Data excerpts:
┌──

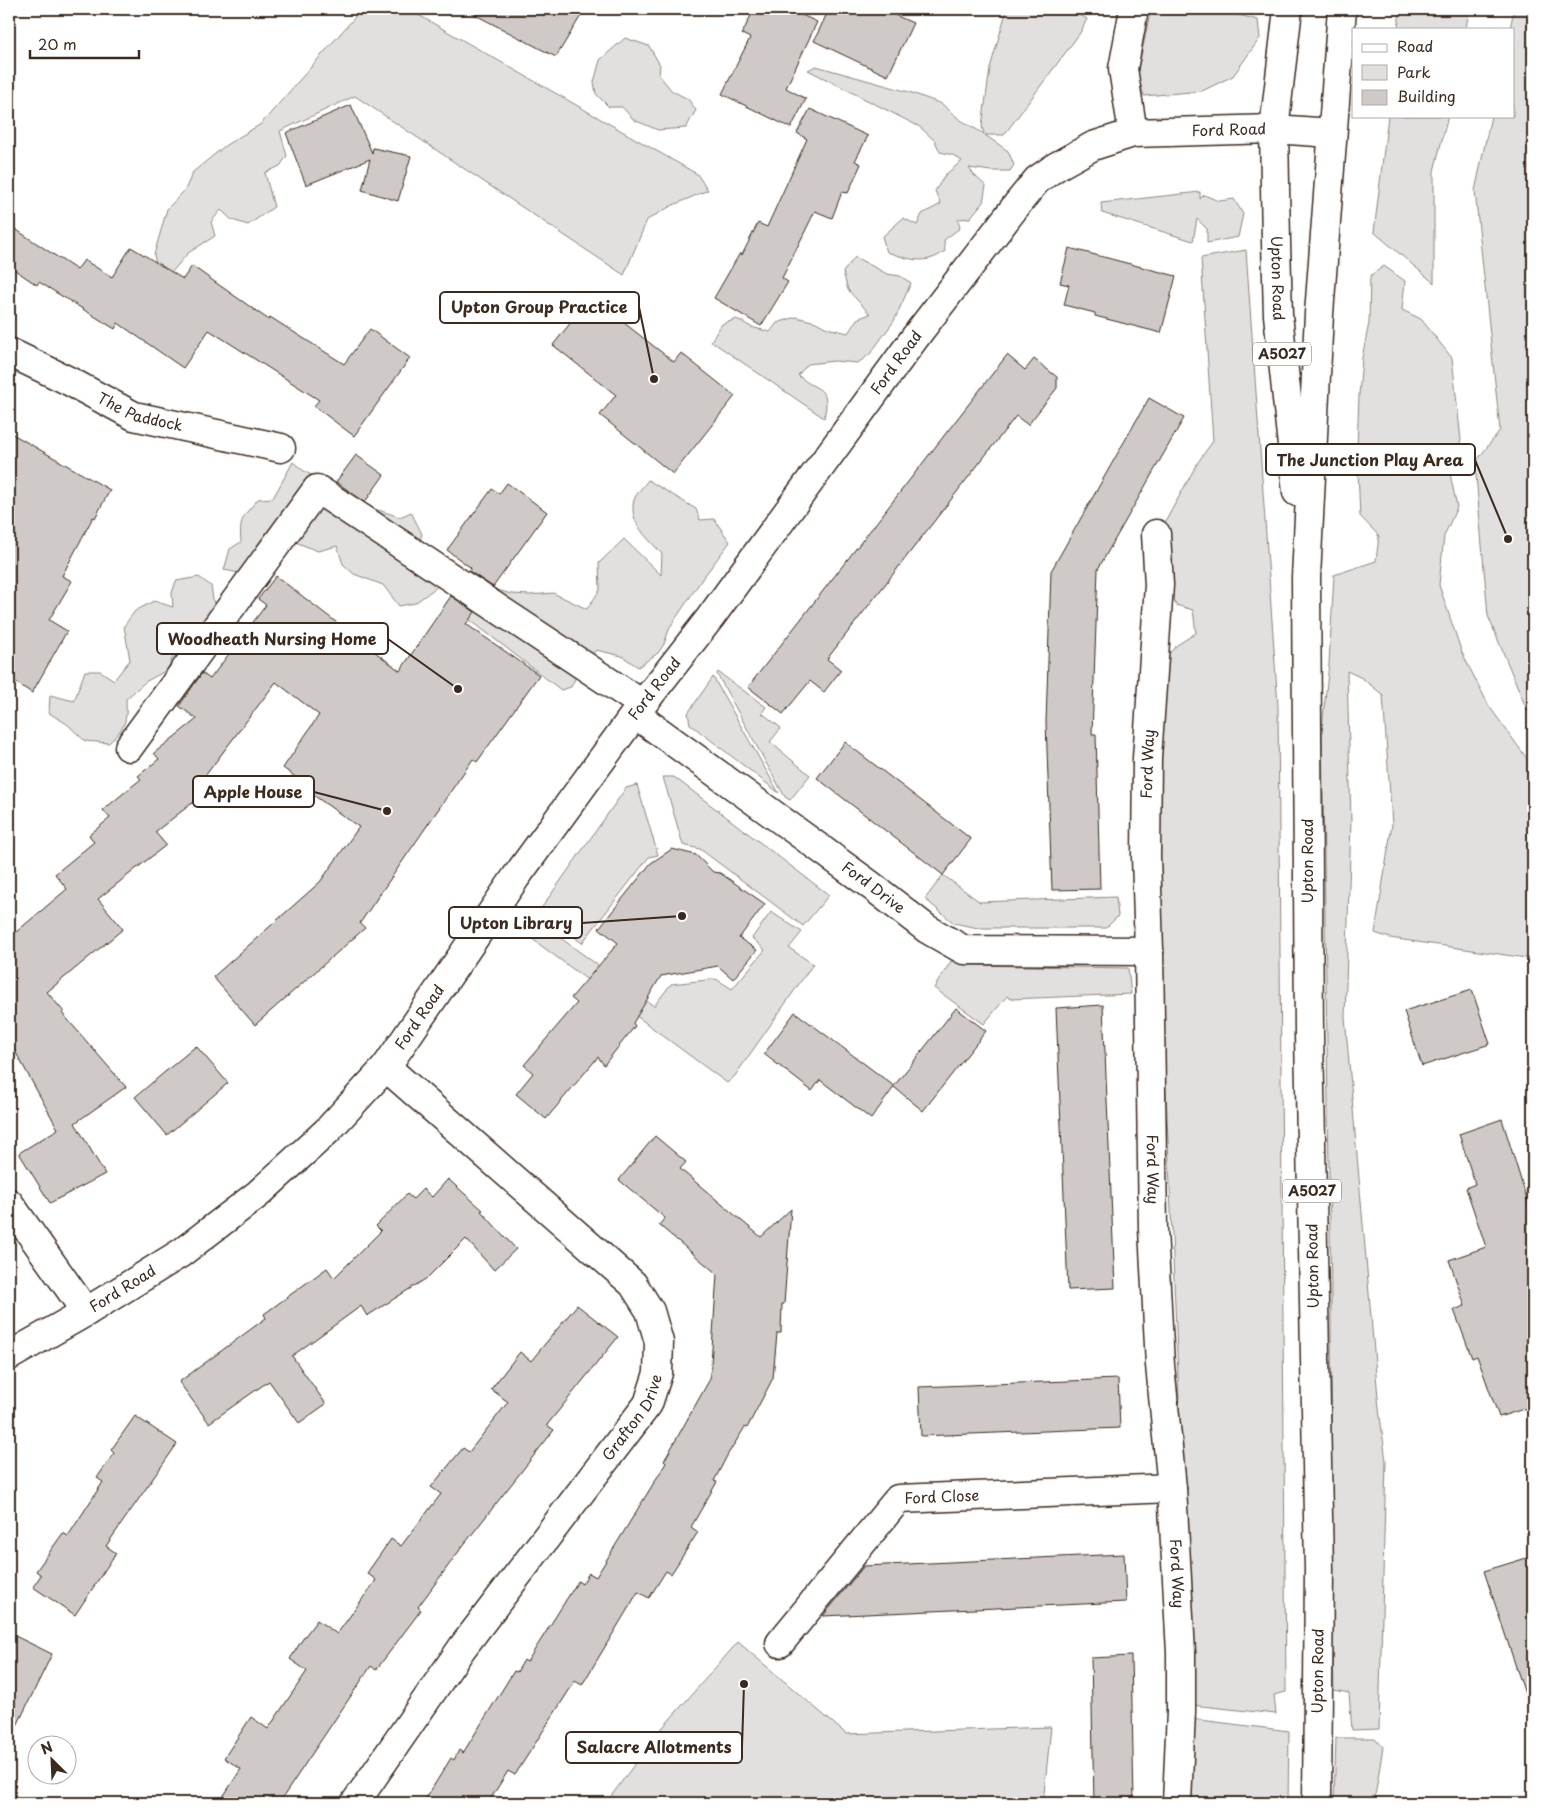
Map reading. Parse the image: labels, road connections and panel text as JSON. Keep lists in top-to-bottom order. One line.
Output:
{"streets":{"street":["Ford Road","Upton Road","A5027","The Paddock","Ford Way","Ford Drive","Grafton Drive","Ford Close"]},"crossings":[["Ford Road","Upton Road"],["Ford Road","Ford Drive"],["Ford Road","Grafton Drive"],["Ford Way","Ford Drive"],["Ford Way","Ford Close"]],"places":["Upton Group Practice","The Junction Play Area","Woodheath Nursing Home","Apple House","Upton Library","Salacre Allotments"],"legend":["Road","Park","Building"],"scale_bar":"20 m","north":"top left"}
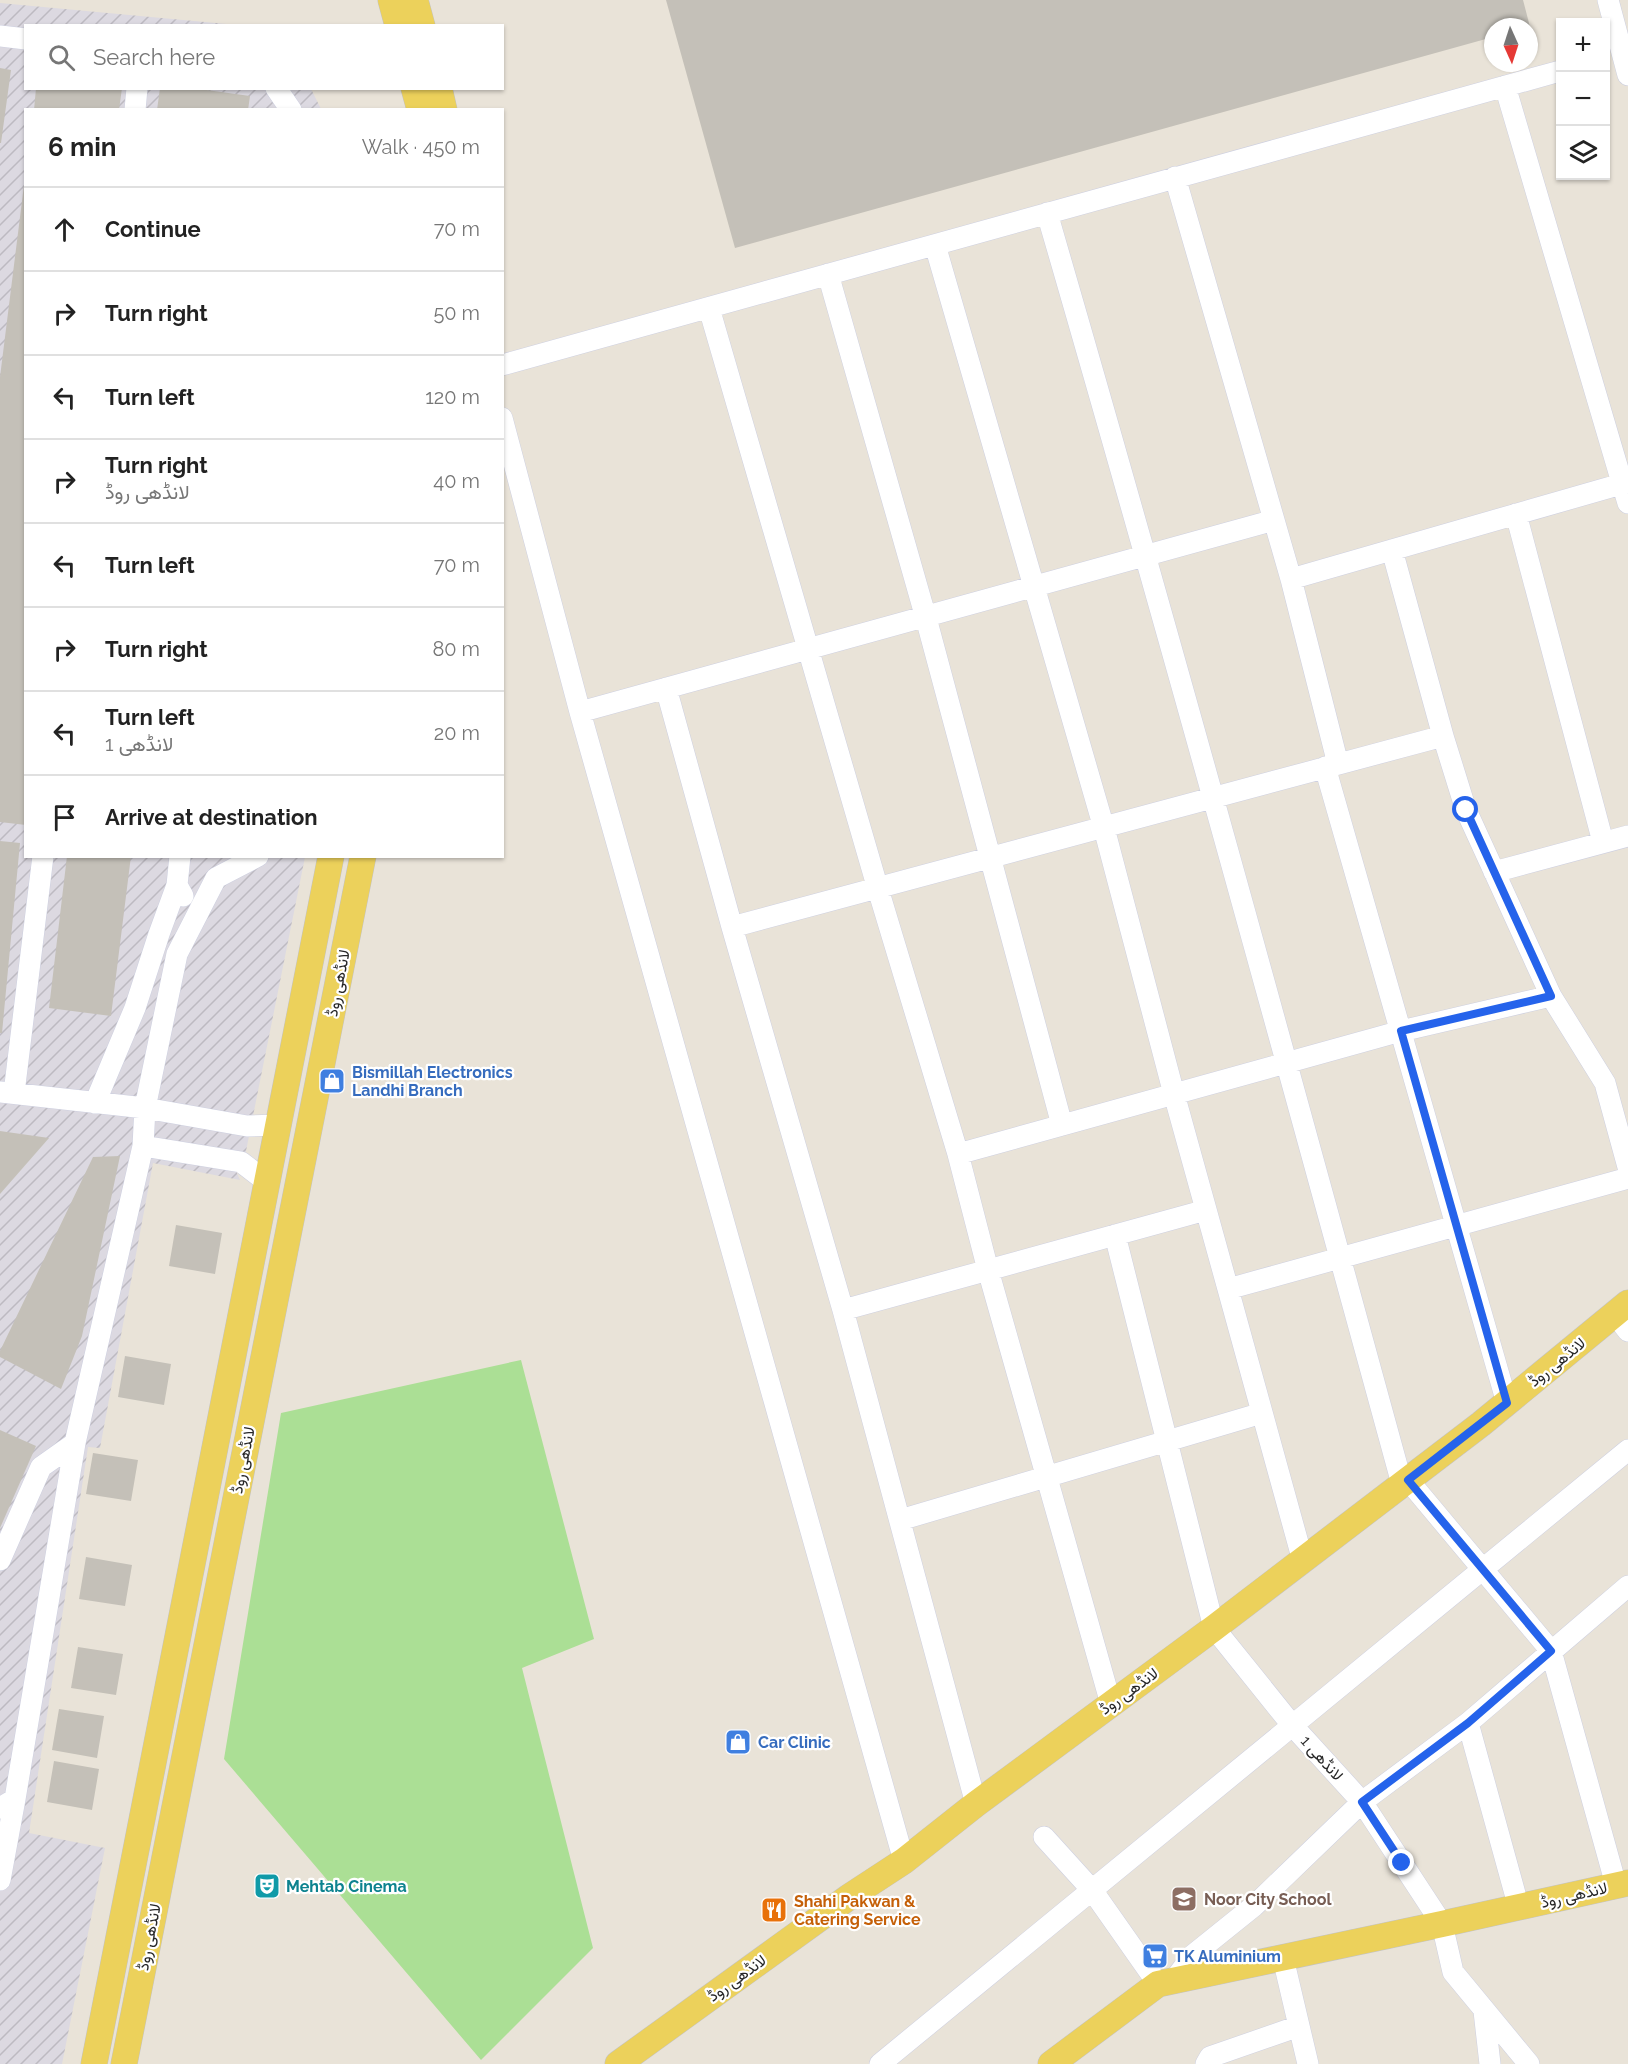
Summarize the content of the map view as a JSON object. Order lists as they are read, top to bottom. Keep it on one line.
{"streets":{"main road":["لانڈھی روڈ"],"street":["لانڈھی 1"]},"crossings":[["لانڈھی روڈ","لانڈھی 1"]],"places":{"shop":["Bismillah Electronics Landhi Branch","Car Clinic"],"theatre":["Mehtab Cinema"],"school or university":["Noor City School"],"restaurant":["Shahi Pakwan & Catering Service"],"supermarket":["TK Aluminium"]},"north":"bottom","page":{"map_buttons":["+","−"],"search":"Search here","heading":["6 min","Walk · 450 m"],"list":[["Continue","70 m"],["Turn right","50 m"],["Turn left","120 m"],["Turn right","لانڈھی روڈ","40 m"],["Turn left","70 m"],["Turn right","80 m"],["Turn left","لانڈھی 1","20 m"],"Arrive at destination"]}}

└──

Task details:
Any picture among the entries must be skipped; copy all else exactly.

Result:
Map reading. Parse the image: labels, road connections and panel text as JSON. Keep lists in top-to-bottom order. One line.
Output:
{"streets":{"street":["Ford Road","Upton Road","A5027","The Paddock","Ford Way","Ford Drive","Grafton Drive","Ford Close"]},"crossings":[["Ford Road","Upton Road"],["Ford Road","Ford Drive"],["Ford Road","Grafton Drive"],["Ford Way","Ford Drive"],["Ford Way","Ford Close"]],"places":["Upton Group Practice","The Junction Play Area","Woodheath Nursing Home","Apple House","Upton Library","Salacre Allotments"],"legend":["Road","Park","Building"],"scale_bar":"20 m","north":"top left"}
Summarize the content of the map view as a JSON object. Order lists as they are read, top to bottom. Keep it on one line.
{"streets":{"main road":["لانڈھی روڈ"],"street":["لانڈھی 1"]},"crossings":[["لانڈھی روڈ","لانڈھی 1"]],"places":{"shop":["Bismillah Electronics Landhi Branch","Car Clinic"],"theatre":["Mehtab Cinema"],"school or university":["Noor City School"],"restaurant":["Shahi Pakwan & Catering Service"],"supermarket":["TK Aluminium"]},"north":"bottom","page":{"map_buttons":["+","−"],"search":"Search here","heading":["6 min","Walk · 450 m"],"list":[["Continue","70 m"],["Turn right","50 m"],["Turn left","120 m"],["Turn right","لانڈھی روڈ","40 m"],["Turn left","70 m"],["Turn right","80 m"],["Turn left","لانڈھی 1","20 m"],"Arrive at destination"]}}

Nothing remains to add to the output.